• Directions: Count the lines in the data below that include the word "Tacos", then state the total and nothing besides.

[Entries taken from a collection]

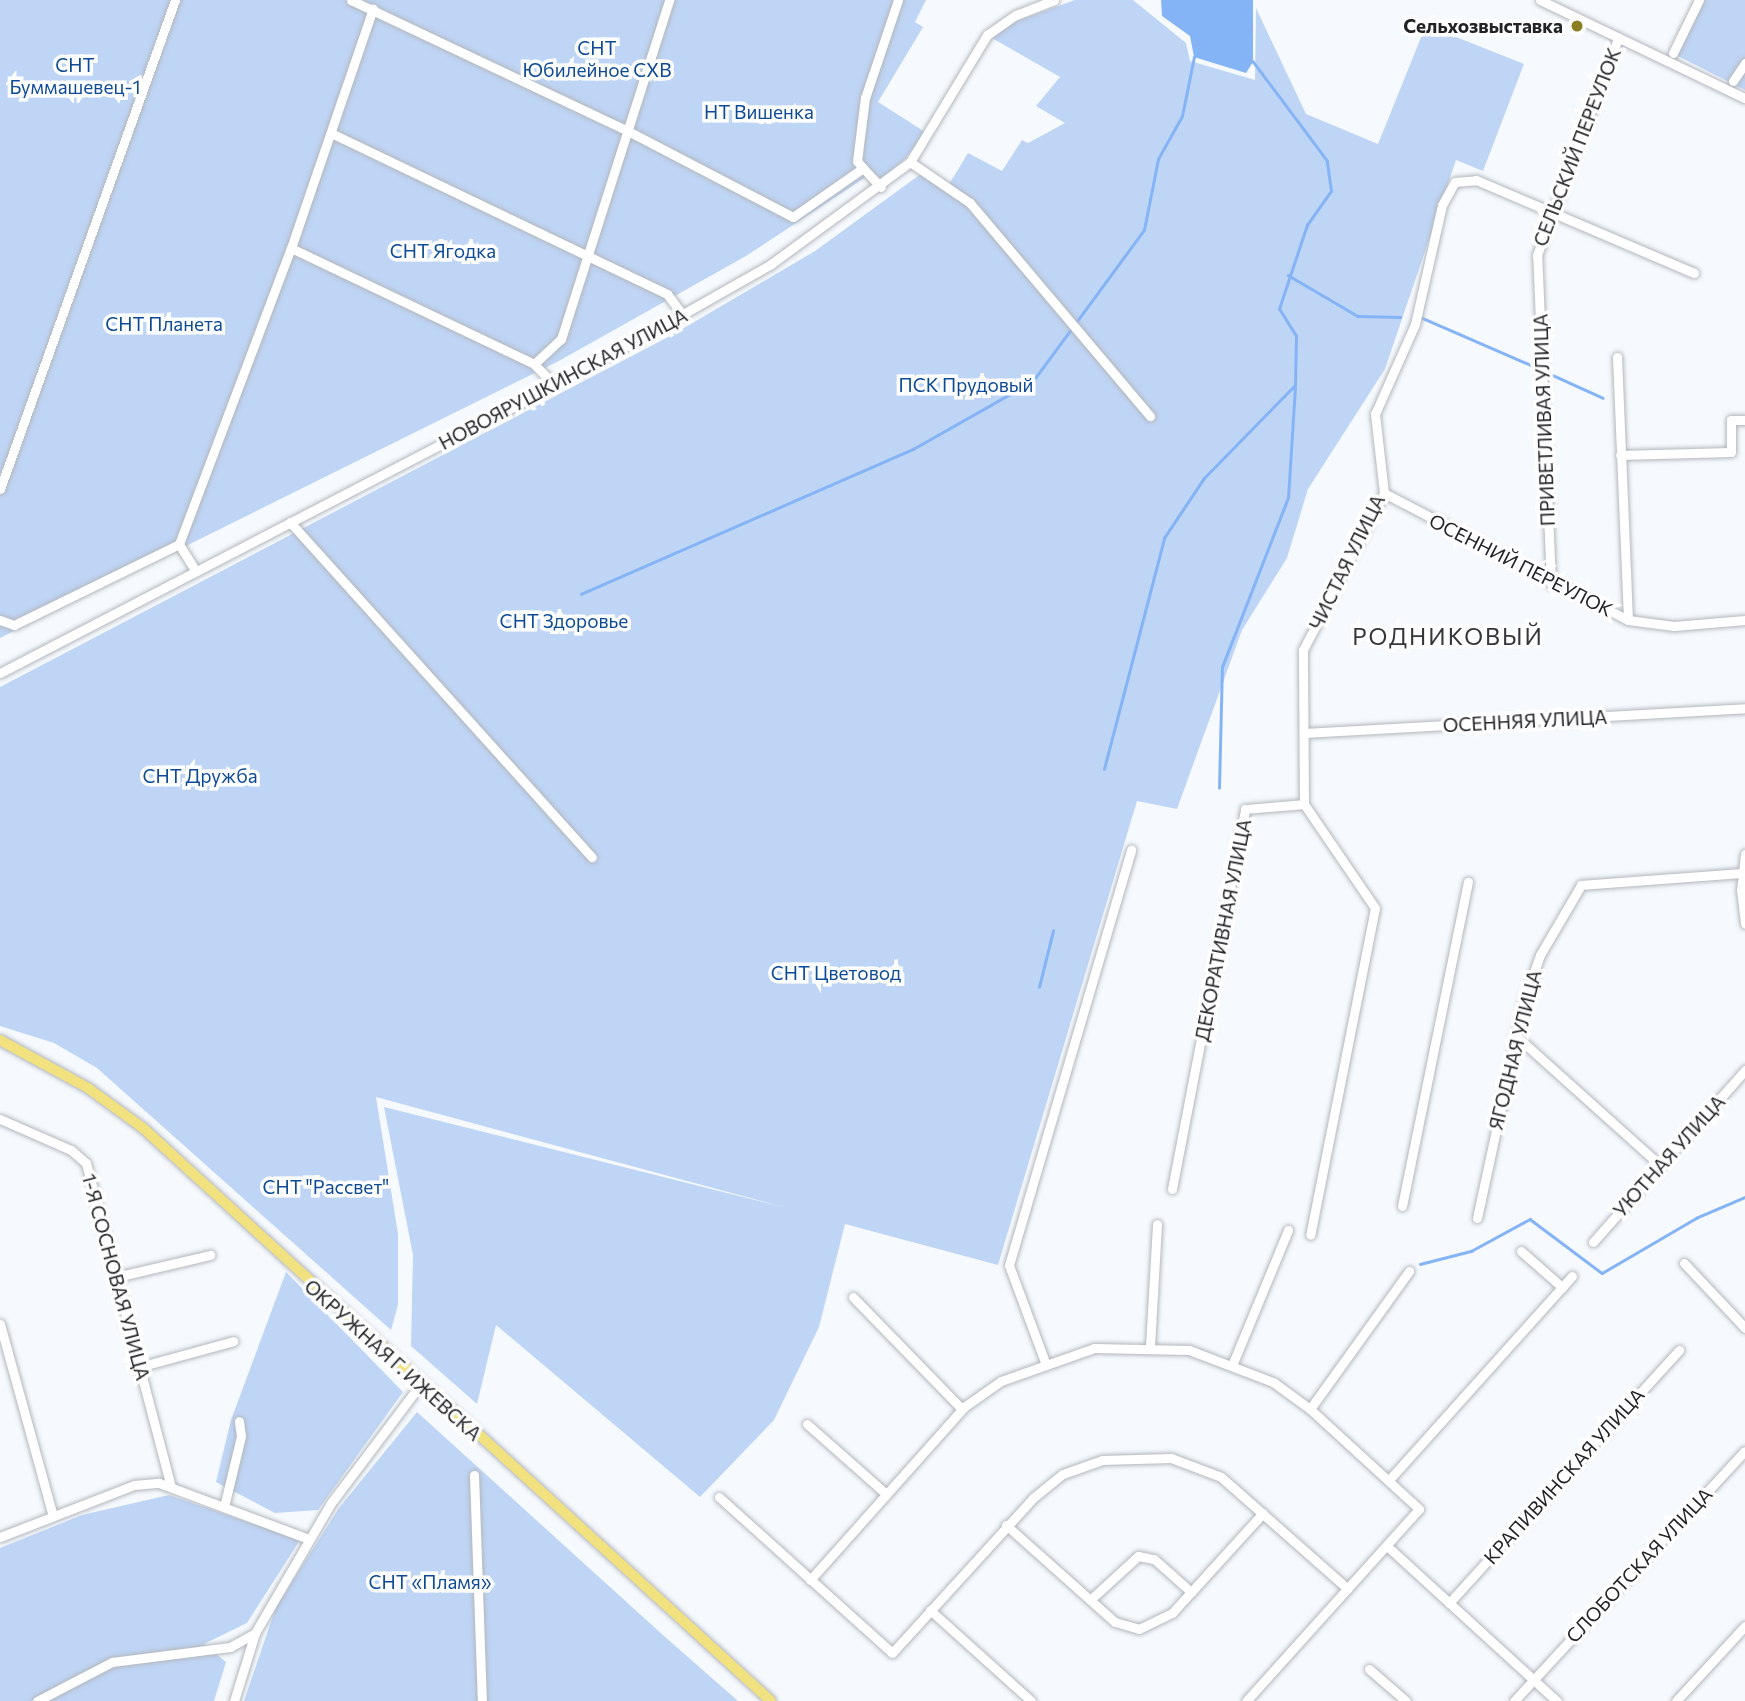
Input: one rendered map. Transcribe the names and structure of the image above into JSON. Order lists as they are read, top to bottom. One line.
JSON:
{"streets":{"main road":["ОКРУЖНАЯ Г. ИЖЕВСКА"],"street":["СЕЛЬСКИЙ ПЕРЕУЛОК","НОВОЯРУШКИНСКАЯ УЛИЦА","ПРИВЕТЛИВАЯ УЛИЦА","ЧИСТАЯ УЛИЦА","ОСЕННИЙ ПЕРЕУЛОК","ОСЕННЯЯ УЛИЦА","ДЕКОРАТИВНАЯ УЛИЦА","ЯГОДНАЯ УЛИЦА","УЮТНАЯ УЛИЦА","1-Я СОСНОВАЯ УЛИЦА","КРАПИВИНСКАЯ УЛИЦА","СЛОБОТСКАЯ УЛИЦА"]},"crossings":[["СЕЛЬСКИЙ ПЕРЕУЛОК","ПРИВЕТЛИВАЯ УЛИЦА"],["СЕЛЬСКИЙ ПЕРЕУЛОК","ЧИСТАЯ УЛИЦА"],["ПРИВЕТЛИВАЯ УЛИЦА","ОСЕННИЙ ПЕРЕУЛОК"],["ЧИСТАЯ УЛИЦА","ОСЕННИЙ ПЕРЕУЛОК"],["ЧИСТАЯ УЛИЦА","ОСЕННЯЯ УЛИЦА"],["ЧИСТАЯ УЛИЦА","ДЕКОРАТИВНАЯ УЛИЦА"]],"districts":["РОДНИКОВЫЙ"],"parks":["СНТ Юбилейное СХВ","СНТ Буммашевец-1","НТ Вишенка","СНТ Ягодка","СНТ Планета","ПСК Прудовый","СНТ Здоровье","СНТ Дружба","СНТ Цветовод","СНТ \"Рассвет\"","СНТ «Пламя»"],"places":["Сельхозвыставка"]}
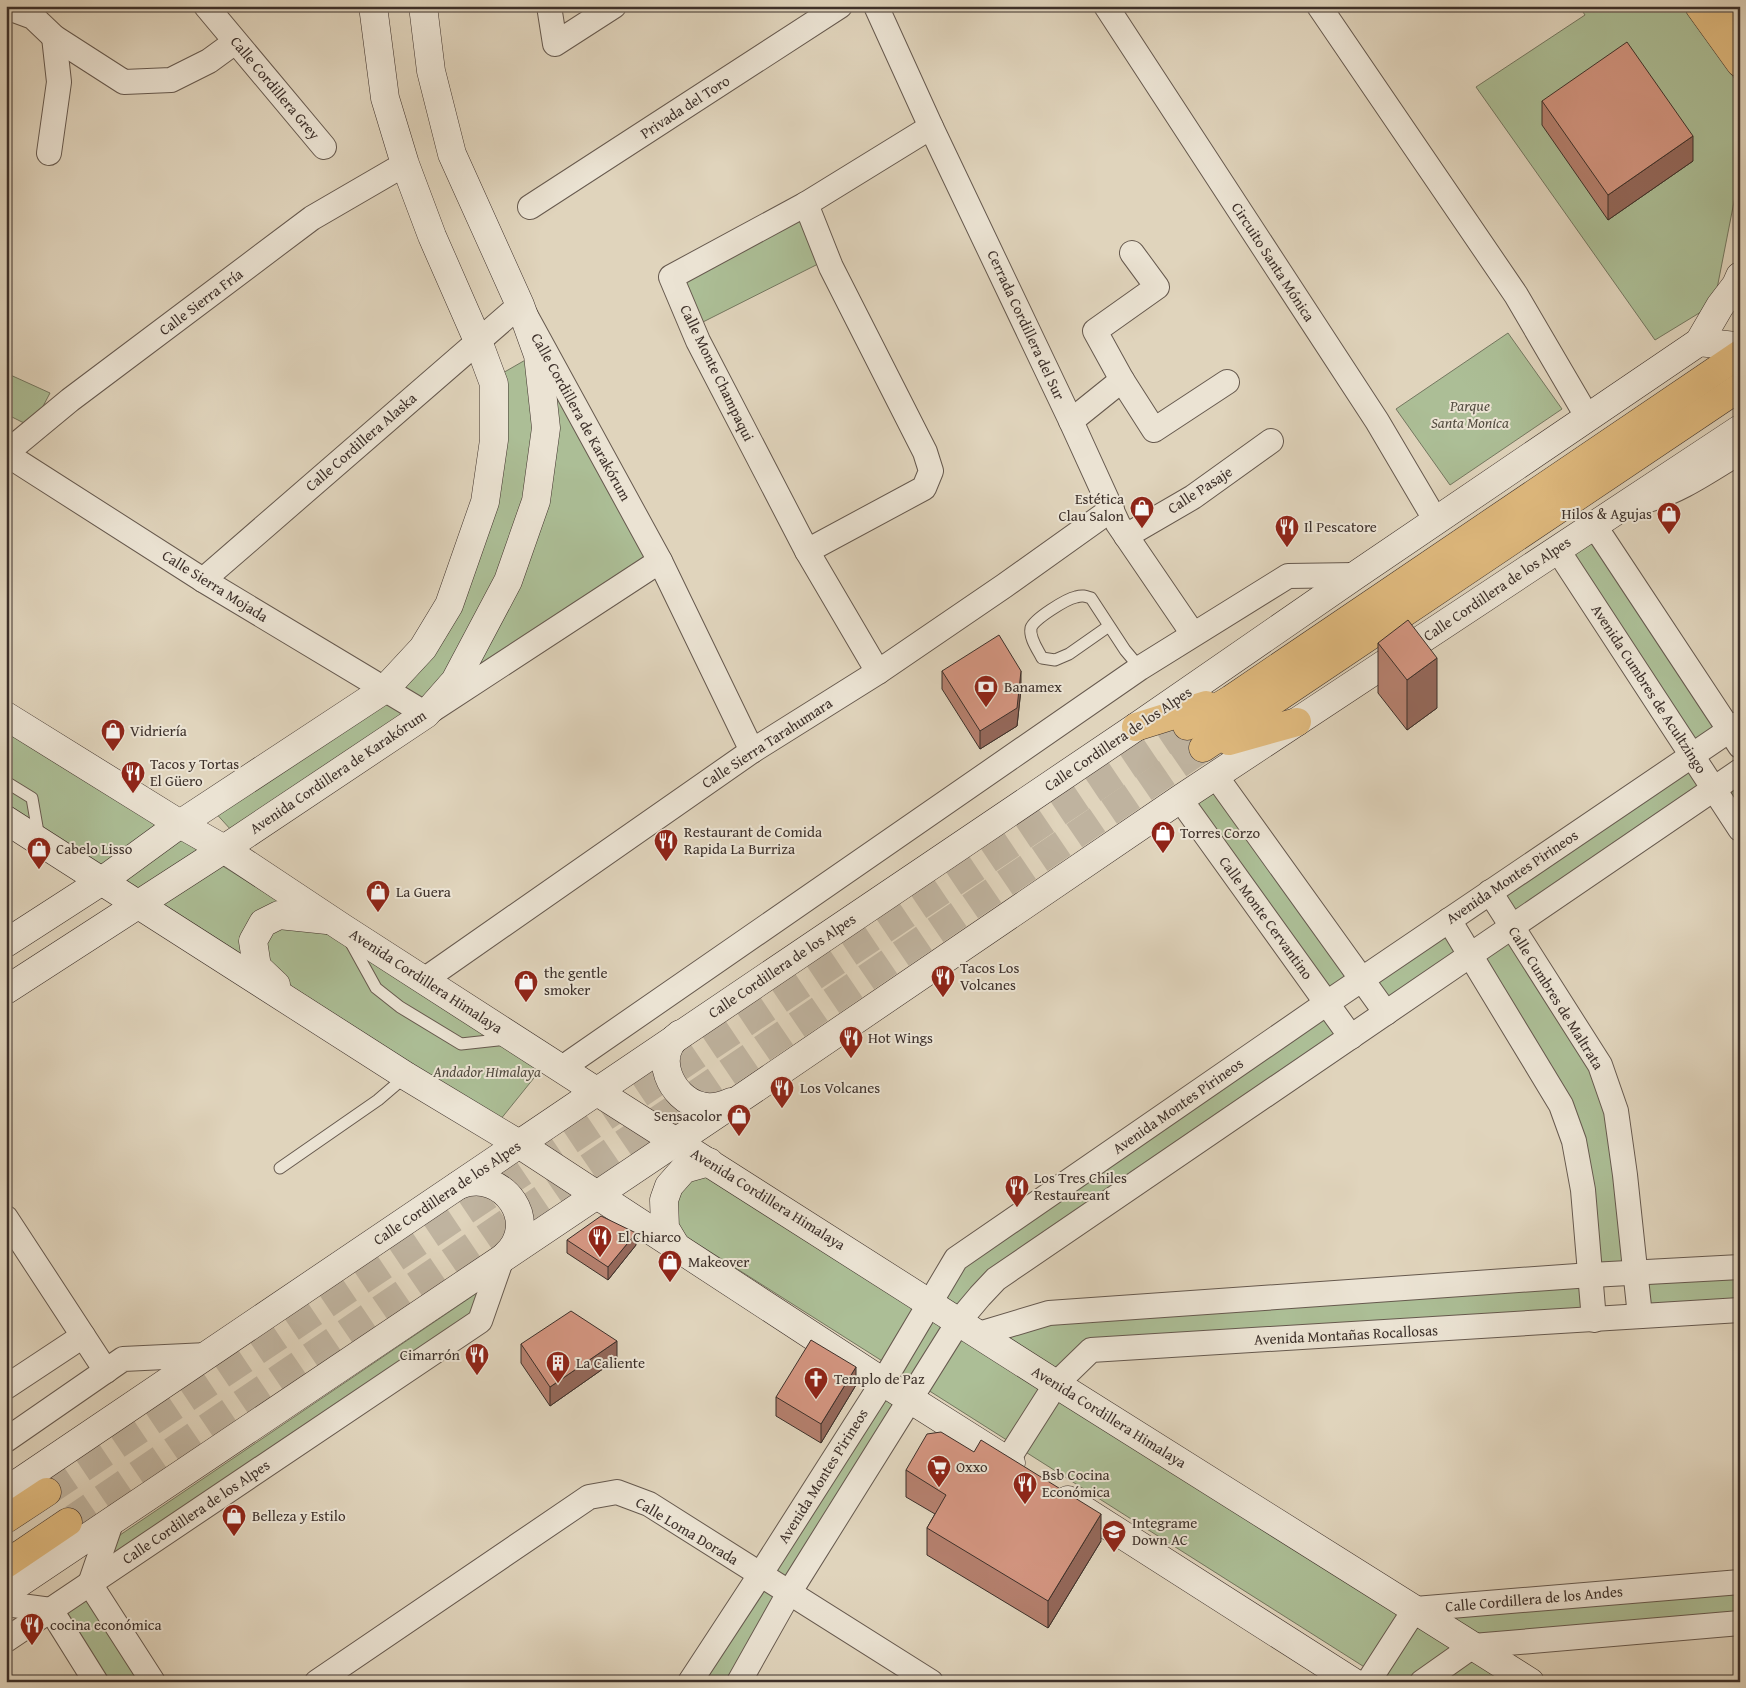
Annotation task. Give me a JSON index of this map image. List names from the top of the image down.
{
  "streets": {
    "highway": ["Calle Cordillera de los Alpes"],
    "main road": ["Calle Cordillera de Karakórum", "Avenida Cordillera de Karakórum", "Avenida Cordillera Himalaya"],
    "street": [
      "Calle Cordillera Grey",
      "Privada del Toro",
      "Circuito Santa Mónica",
      "Calle Sierra Fría",
      "Cerrada Cordillera del Sur",
      "Calle Monte Champaqui",
      "Calle Cordillera Alaska",
      "Calle Pasaje",
      "Calle Sierra Mojada",
      "Avenida Cumbres de Acultzingo",
      "Calle Sierra Tarahumara",
      "Avenida Montes Pirineos",
      "Calle Monte Cervantino",
      "Calle Cumbres de Maltrata",
      "Avenida Montañas Rocallosas",
      "Calle Loma Dorada",
      "Calle Cordillera de los Andes"
    ]
  },
  "crossings": [
    ["Circuito Santa Mónica", "Calle Cordillera de los Alpes"],
    ["Calle Sierra Fría", "Calle Sierra Mojada"],
    ["Cerrada Cordillera del Sur", "Calle Monte Champaqui"],
    ["Cerrada Cordillera del Sur", "Calle Pasaje"],
    ["Cerrada Cordillera del Sur", "Calle Sierra Tarahumara"],
    ["Calle Monte Champaqui", "Calle Sierra Tarahumara"],
    ["Calle Cordillera de Karakórum", "Calle Cordillera Alaska"],
    ["Calle Cordillera de Karakórum", "Calle Sierra Tarahumara"],
    ["Calle Cordillera de Karakórum", "Avenida Cordillera de Karakórum"],
    ["Calle Cordillera Alaska", "Calle Sierra Mojada"],
    ["Calle Cordillera Alaska", "Avenida Cordillera de Karakórum"],
    ["Calle Sierra Mojada", "Avenida Cordillera de Karakórum"],
    ["Calle Cordillera de los Alpes", "Avenida Cumbres de Acultzingo"],
    ["Calle Cordillera de los Alpes", "Calle Monte Cervantino"],
    ["Calle Cordillera de los Alpes", "Avenida Cordillera Himalaya"],
    ["Avenida Cumbres de Acultzingo", "Avenida Montes Pirineos"],
    ["Calle Sierra Tarahumara", "Avenida Cordillera Himalaya"],
    ["Avenida Cordillera de Karakórum", "Avenida Cordillera Himalaya"],
    ["Avenida Montes Pirineos", "Calle Monte Cervantino"],
    ["Avenida Montes Pirineos", "Avenida Cordillera Himalaya"],
    ["Avenida Montes Pirineos", "Calle Cumbres de Maltrata"],
    ["Avenida Montes Pirineos", "Calle Loma Dorada"],
    ["Avenida Cordillera Himalaya", "Avenida Montañas Rocallosas"],
    ["Avenida Cordillera Himalaya", "Calle Cordillera de los Andes"],
    ["Calle Cumbres de Maltrata", "Avenida Montañas Rocallosas"]
  ],
  "parks": ["Parque Santa Monica", "Andador Himalaya"],
  "places": {
    "shop": [
      "Estética Clau Salon",
      "Hilos & Agujas",
      "Vidriería",
      "Torres Corzo",
      "Cabelo Lisso",
      "La Guera",
      "the gentle smoker",
      "Sensacolor",
      "Makeover",
      "Belleza y Estilo"
    ],
    "restaurant": [
      "Il Pescatore",
      "Tacos y Tortas El Güero",
      "Restaurant de Comida Rapida La Burriza",
      "Tacos Los Volcanes",
      "Hot Wings",
      "Los Volcanes",
      "Los Tres Chiles Restaureant",
      "El Chiarco",
      "Cimarrón",
      "Bsb Cocina Económica",
      "cocina económica"
    ],
    "bank": ["Banamex"],
    "building": ["La Caliente"],
    "church": ["Templo de Paz"],
    "supermarket": ["Oxxo"],
    "school or university": ["Integrame Down AC"]
  }
}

• Output: 2